PCTech Graduates from Competitive Commercialization Program

Kaspars Krutkramelis

Krutkramelis leads the SRP-funded small business project to develop the X-FA system.
(Photo courtesy of Kaspars Krutkramelis)

In early June, Superfund Research Program small business grantee and Wyoming-based start-up Pollution Control Technologies (PCTech) completed a nine-month NIH Commercialization Accelerator Program (CAP). The competitive program provides NIH's most promising small business grantees with expert mentors to help them establish market and customer relevance, build commercial relationships, and focus on revenue opportunities.
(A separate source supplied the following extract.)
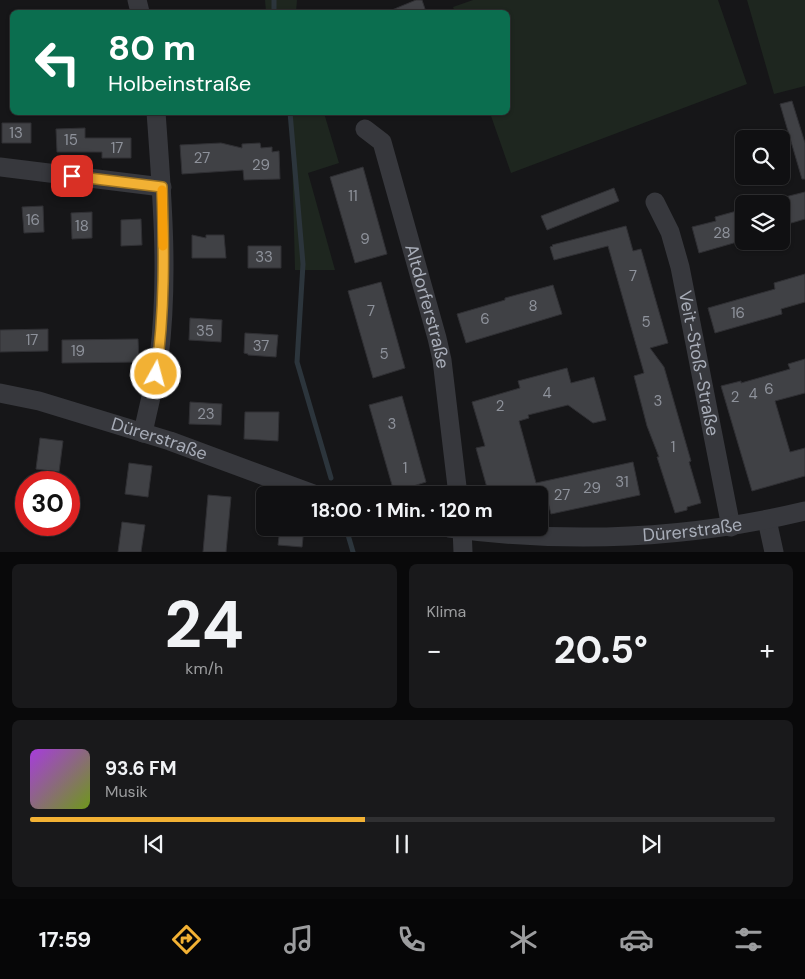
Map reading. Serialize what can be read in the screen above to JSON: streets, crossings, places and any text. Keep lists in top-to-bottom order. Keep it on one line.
{"streets":{"street":["Altdorferstraße","Veit-Stoß-Straße","Dürerstraße"]},"crossings":[["Veit-Stoß-Straße","Dürerstraße"]],"house_numbers":["13","15","17","27","29","11","16","18","28","9","33","7","8","7","16","6","5","35","17","37","19","5","6","4","4","2","3","2","23","3","1","1","31","29","27"],"page":{"turn":["80 m","Holbeinstraße"],"limit":"30","trip":"18:00 · 1 Min. · 120 m","tile":[["24","km/h"],"Klima"],"heat":["−","20.5°","+"],"song":["93.6 FM","Musik"],"tabs":"17:59"}}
PCTech is in the process of commercializing its X-FA system, a cost-effective tool to capture mercury emissions. The X-FA tool is composed mainly of fly ash, a waste product at power plants that usually requires its own special management. Using an innovative method, PCTech deposits a thin coating of activator material around the recycled fly ash particles to create an X-FA sorbent that can chemically bind to mercury. The X-FA sorbent, which is less expensive than traditional mercury removal technologies, can be produced on-site at power plants and can capture large amounts of mercury.

In a closeout webinar on June 11, PCTech presented its accomplishments during the CAP, as well as its future plans. As part of the program, PCTech created a commercialization strategy toolkit and received individualized mentoring on ways to achieve market readiness.

"NIH CAP benefited us substantially through advising, conference calls, and connections in the industry sector," said PCTech project leader Kaspars Krutkramelis, Ph.D. Krutkramelis and his team are actively beta testing their product with several energy utility companies.

Air Purification Filters

PCTech is now testing the use of its product in commercial air purification filters.
(Photo courtesy of Kaspars Krutkramelis)

"The program also helped us to brainstorm new ideas related to mercury capture that reaches past our current product," Krutkramelis added. Based on suggestions to seek alternative customers and products for the active chemical compound, PCTech has started testing its product in commercial air purification filters. The company also plans to introduce its product to other sectors that use mercury, such as dentistry, where it is used in dental amalgams.

"NIEHS encourages small business grantees to take advantage of NIH's CAP program," said SRP Health Scientist Administrator Heather Henry, Ph.D. "Participation requires an investment of time; however, we've noticed that small businesses make real breakthroughs as part of the CAP process, resulting in an expanded customer base. PCTech's exploration of the commercial air filter market is a great example of this."

June 25, 2018 New

SRP Grantees Share Findings and Resources with Stakeholders

Members of the Dartmouth College Superfund Research Program (SRP) Center have actively engaged community members, regulatory partners, and lawmakers by sharing research results and resources they can use. In keeping with the SRP's strong emphasis on community engagement and research translation, the Dartmouth SRP Center has taken steps to ensure its research findings are shared with stakeholders in a useful and informative manner.

Arsenic in Food and Water

Arsenic and You

Arsenic and You website
(Photo courtesy of the Dartmouth SRP Center)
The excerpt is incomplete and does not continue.